面接審査には、提案企業等の代表権を有する者の参加が求められます。
① 基本的事項
- 補助事業の目的・要件に合致しているか
- 申請事業者としての適格性があるか
- 十分な実施体制が整っているか
- 経営層が事業に強くコミットしているか
- 財務の健全性が確保されているか
- 設備内容・規模・投資額・スケジュール等に実現性があるか
② 産業競争力強化への貢献
- 事業終了後の自立化までを見据えた成長計画
- 地域雇用や国内サプライチェーンへの経済波及効果
- 具体的な市場・顧客を想定したビジネスモデル
- 市場獲得に向けた戦略
- ビジネスモデルの独自性・新規性・優位性
- ゼロエミッション船等の生産能力に関する野心的な目標
③ CO2排出削減への貢献
- 設備導入によってどの程度のCO2削減効果が期待できるか
- 2030年度におけるScope1・Scope2の排出削減目標
- より野心的な温室効果ガス削減目標の設定
④ 補助金がなければ投資判断が困難であるか
本制度では、「補助金がなくても企業単独で普通に実施できる投資」であるかどうかも重要な審査ポイントです。
補助金がない場合のIRR(内部利益率)や投資回収期間、技術の先進性などから、民間企業だけでは経済的・技術的に投資判断が難しい事業であることを説明する必要があります。
⑤ 人材確保への取組
賃上げ等を含めた人材確保への取組も審査対象です。
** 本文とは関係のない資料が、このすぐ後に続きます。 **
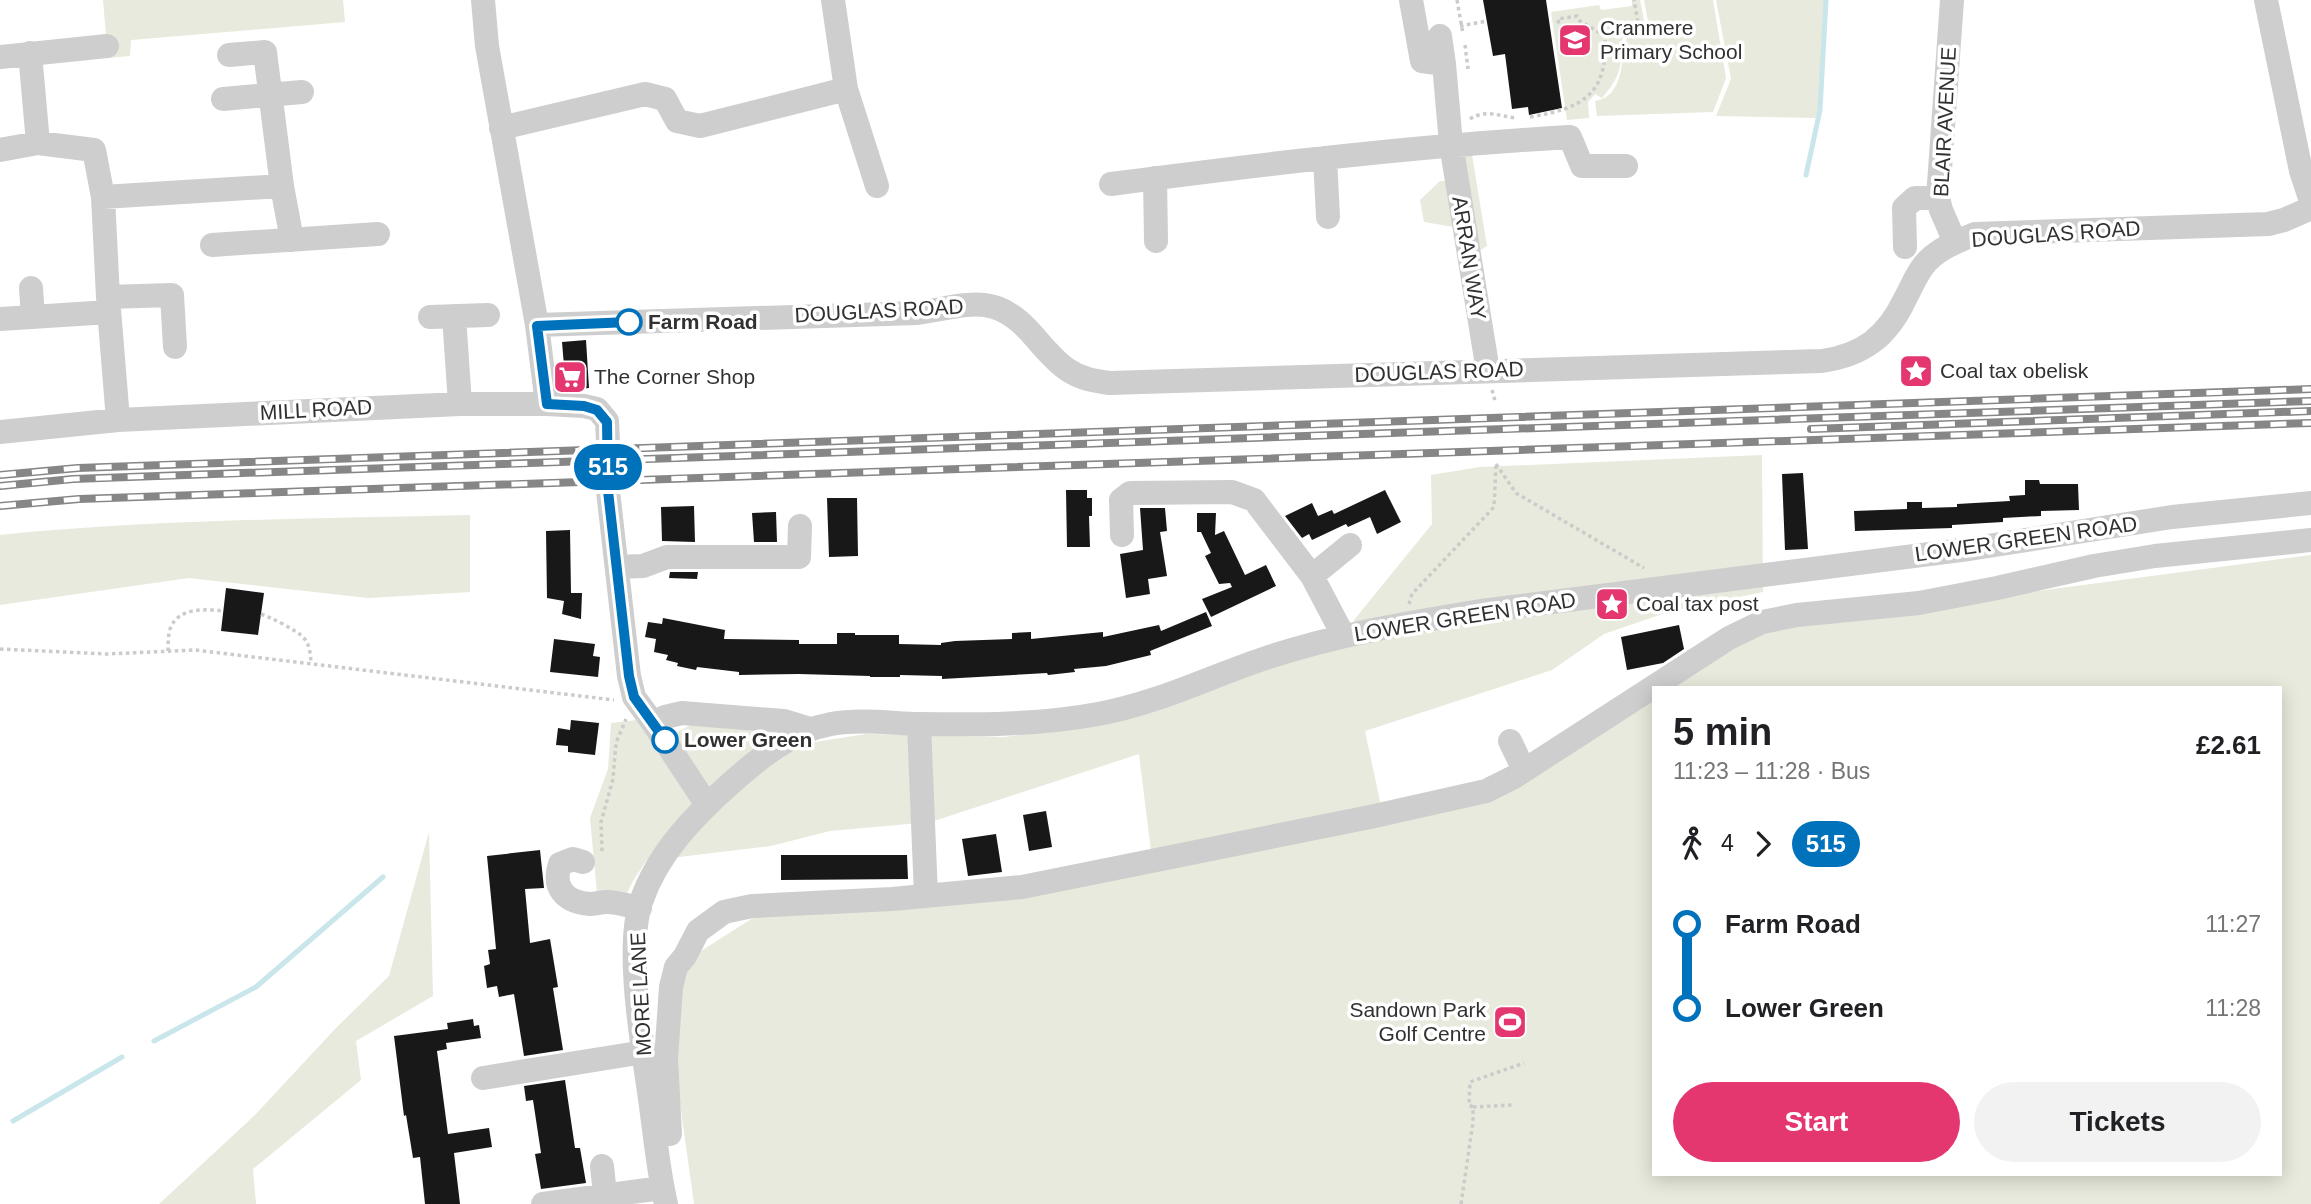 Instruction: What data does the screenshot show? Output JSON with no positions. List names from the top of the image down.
{
  "streets": {
    "street": [
      "BLAIR AVENUE",
      "DOUGLAS ROAD",
      "ARRAN WAY",
      "MILL ROAD",
      "LOWER GREEN ROAD",
      "MORE LANE"
    ]
  },
  "crossings": [
    ["BLAIR AVENUE", "DOUGLAS ROAD"],
    ["DOUGLAS ROAD", "ARRAN WAY"],
    ["LOWER GREEN ROAD", "MORE LANE"]
  ],
  "places": {
    "school or university": ["Cranmere Primary School"],
    "other": ["Farm Road", "Lower Green"],
    "place": ["Coal tax obelisk", "Coal tax post"],
    "supermarket": ["The Corner Shop"],
    "sports": ["Sandown Park Golf Centre"]
  },
  "lines": ["bus line 515"],
  "page": {
    "on_map": "515",
    "heading": ["5 min", "11:23 – 11:28 · Bus", "£2.61"],
    "legs": ["4", "515"],
    "list": [
      {
        "name": "Farm Road",
        "value": "11:27"
      },
      {
        "name": "Lower Green",
        "value": "11:28"
      }
    ],
    "buttons": ["Start", "Tickets"]
  }
} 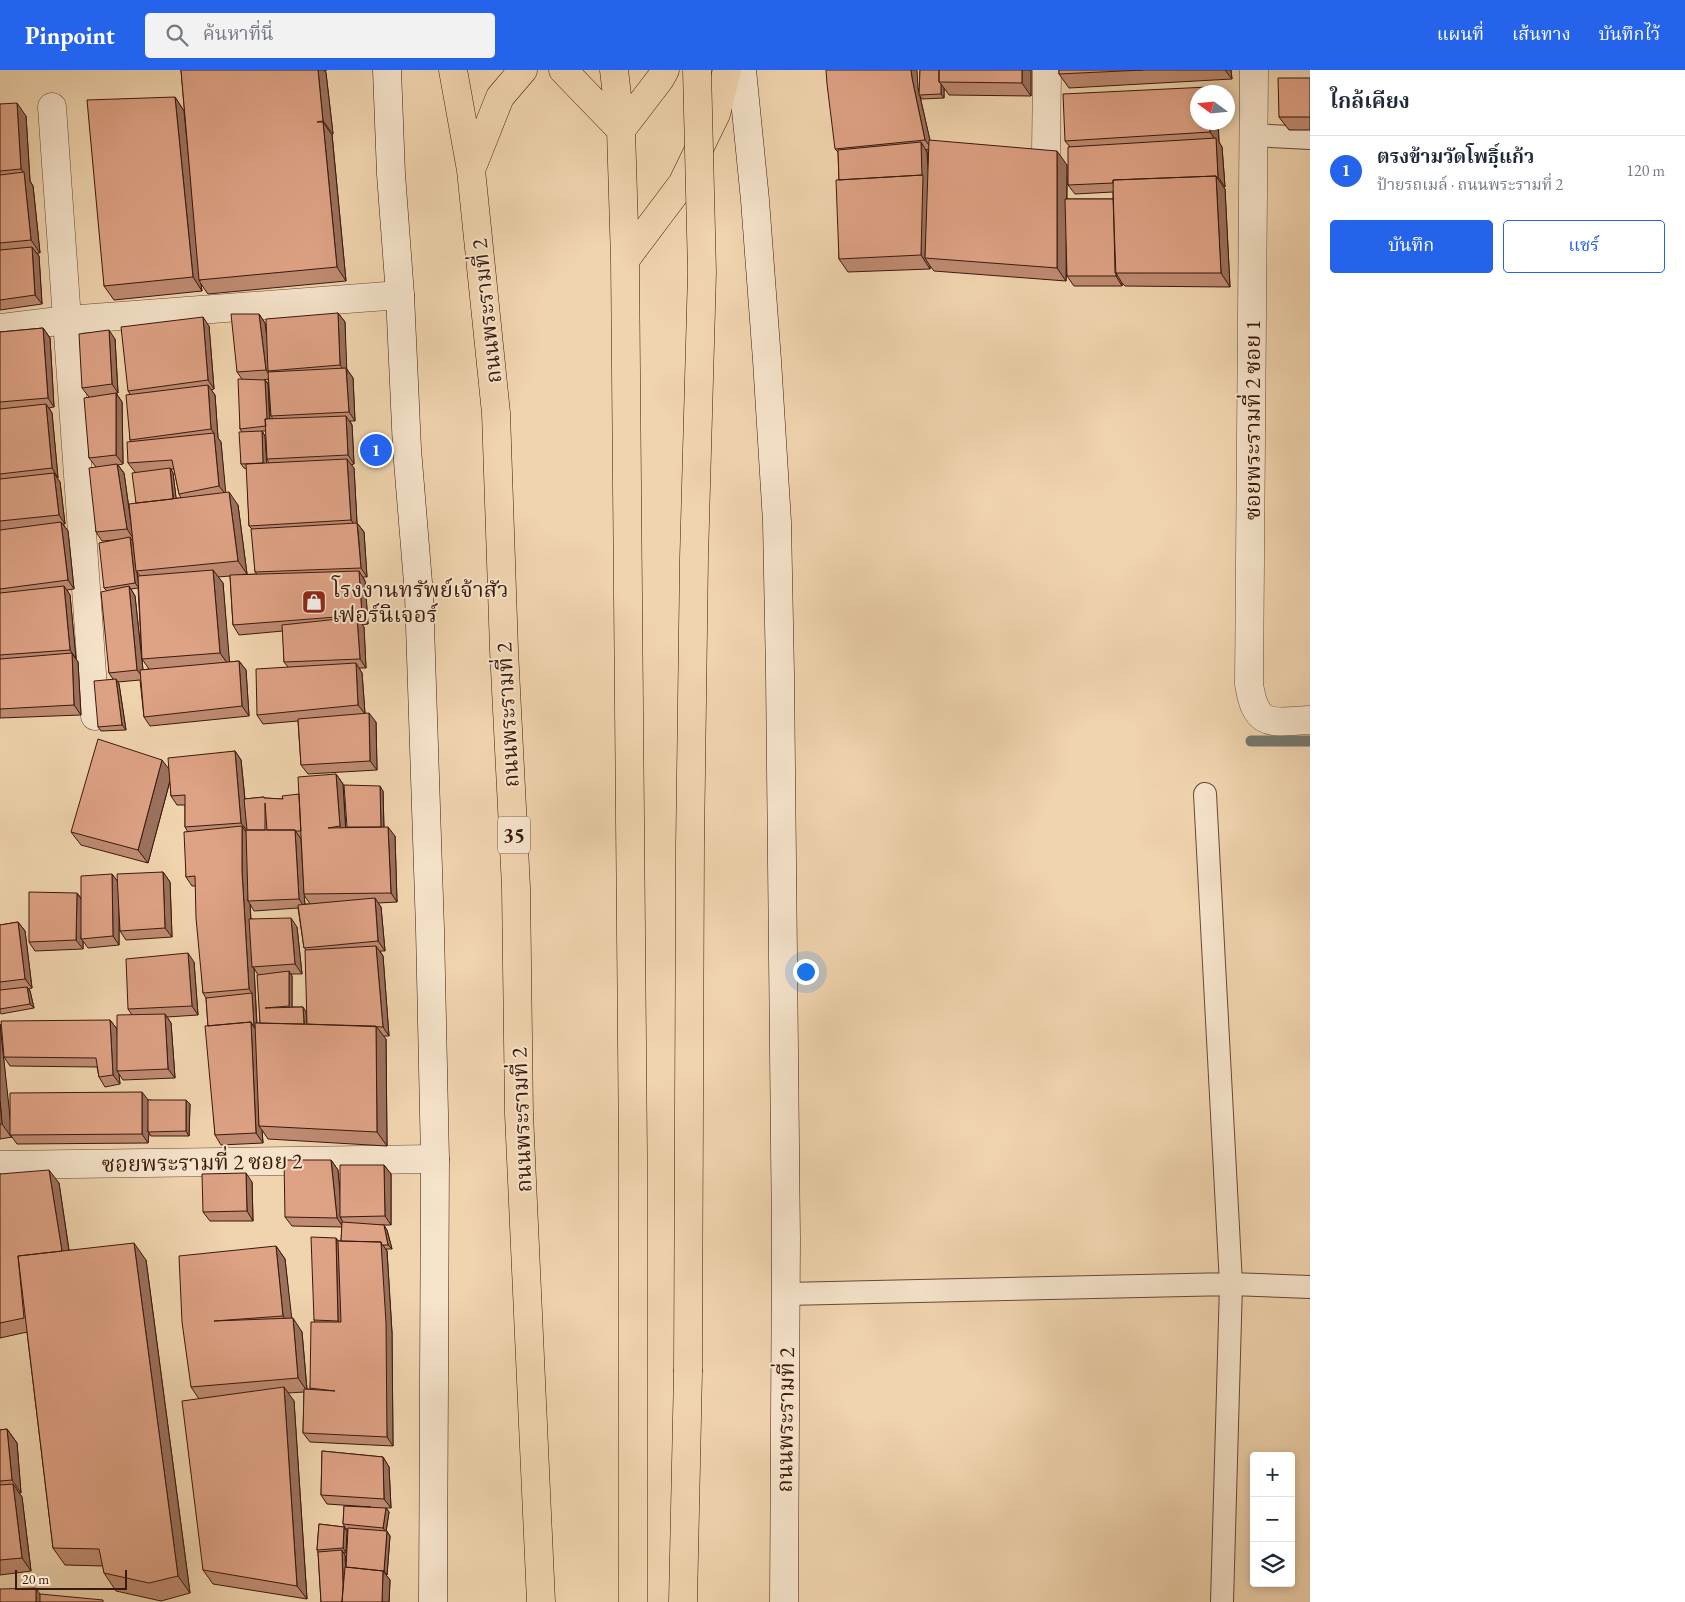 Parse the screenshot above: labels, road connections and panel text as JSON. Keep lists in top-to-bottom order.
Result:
{
  "streets": {
    "main road": [
      "ถนนพระรามที่ 2",
      "ซอยพระรามที่ 2 ซอย 1",
      "35",
      "ซอยพระรามที่ 2 ซอย 2"
    ]
  },
  "places": {
    "shop": ["โรงงานทรัพย์เจ้าสัว เฟอร์นิเจอร์"]
  },
  "scale_bar": "20 m",
  "north": "left",
  "page": {
    "header": "Pinpoint",
    "search": "ค้นหาที่นี่",
    "nav": ["แผนที่", "เส้นทาง", "บันทึกไว้"],
    "heading": "ใกล้เคียง",
    "list": [
      {
        "mark": "1",
        "name": "ตรงข้ามวัดโพธฺิ์แก้ว",
        "note": "ป้ายรถเมล์ · ถนนพระรามที่ 2",
        "value": "120 m"
      }
    ],
    "buttons": ["บันทึก", "แชร์"],
    "pins": "1",
    "map_buttons": ["+", "−"],
    "scale": "20 m"
  }
} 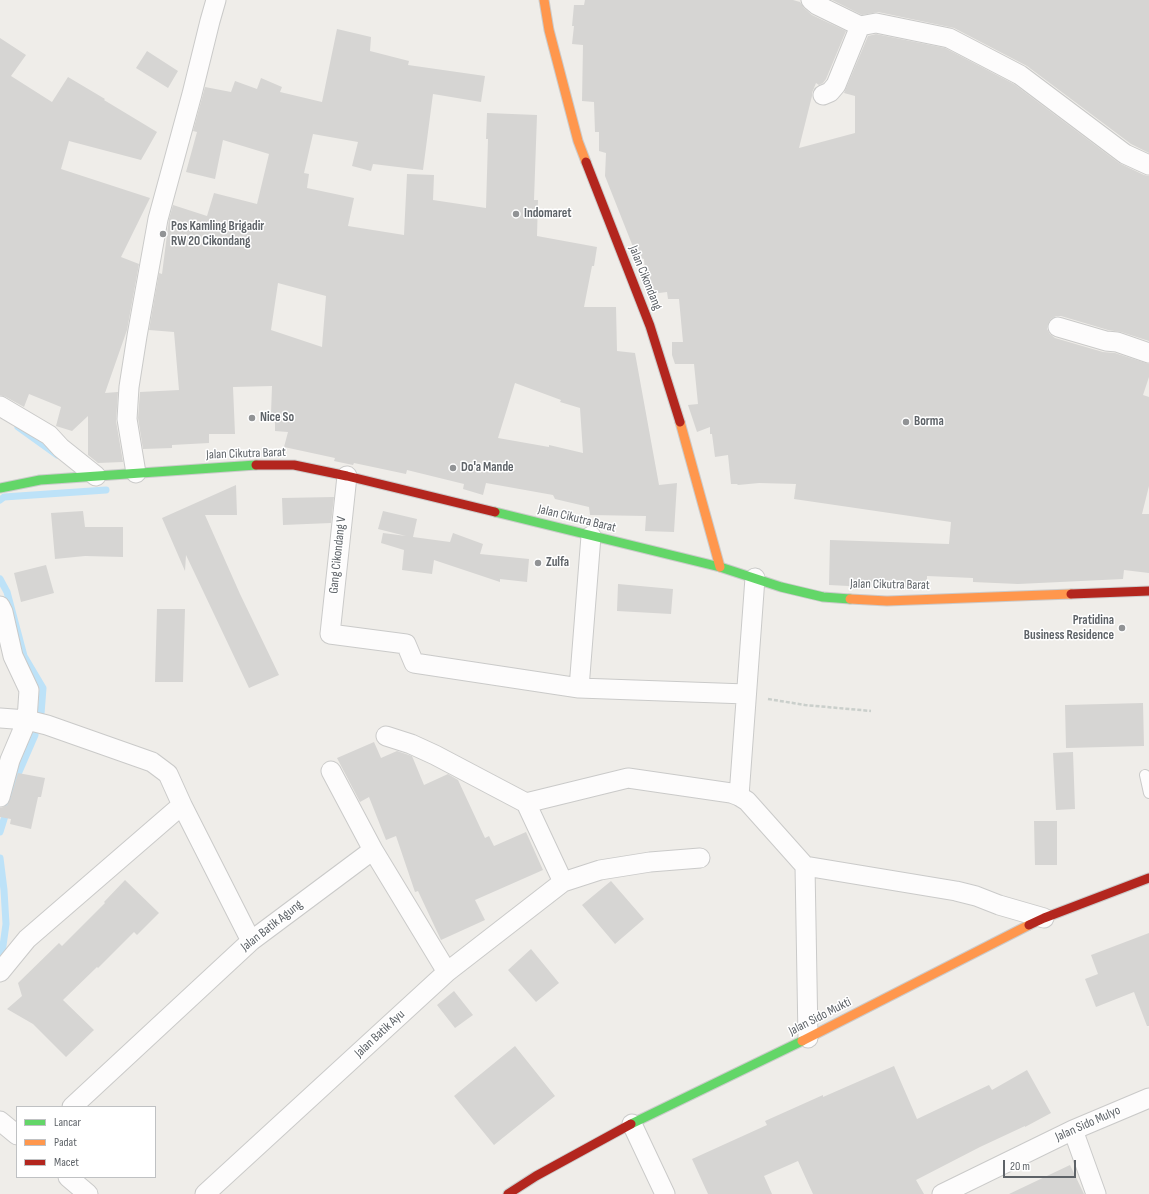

さらに、一定以上の賃上げ計画やワーク・ライフ・バランス等に関する取組については、加点対象となる場合があります。
事業実施期間
採択後は速やかに交付申請を行う必要があり、交付申請の締切は令和9年1月22日です。
交付決定後、設備・建物等の取得に係る発注等を行い、遅くとも令和12年1月31日までに事業を終了する必要があります。
ここでいう事業終了とは、原則として建物・設備等の取得が完了するだけでなく、対象経費の支払いまで全て完了した状態をいいます。
交付決定前の発注には注意|事前着手制度もあります
補助金では、原則として交付決定前に行った発注・契約・支出は補助対象になりません。
発注先に対して口頭・書面で内示した場合も「発注」と判断されるため注意が必要です。
ただし、本事業では、必要性・緊急性が認められる場合に「事前着手届出」を行う制度が設けられています。
事前着手の受付期間は公募開始日から令和8年10月9日(金)正午までです。
もっとも、事前着手届が受理されたからといって、補助金の採択や交付決定が保証されるわけではありません。また、受理通知に記載された「事前着手開始日として認める日」より前の経費は対象となりません。
リース会社を利用する場合
設備取得にリース会社を利用する場合には、原則として設備の設置事業者とリース会社による共同申請となります。
補助対象となるのは、リース会社が購入した設備機械装置であり、リース料に含まれる手数料・保険料等は対象となりません。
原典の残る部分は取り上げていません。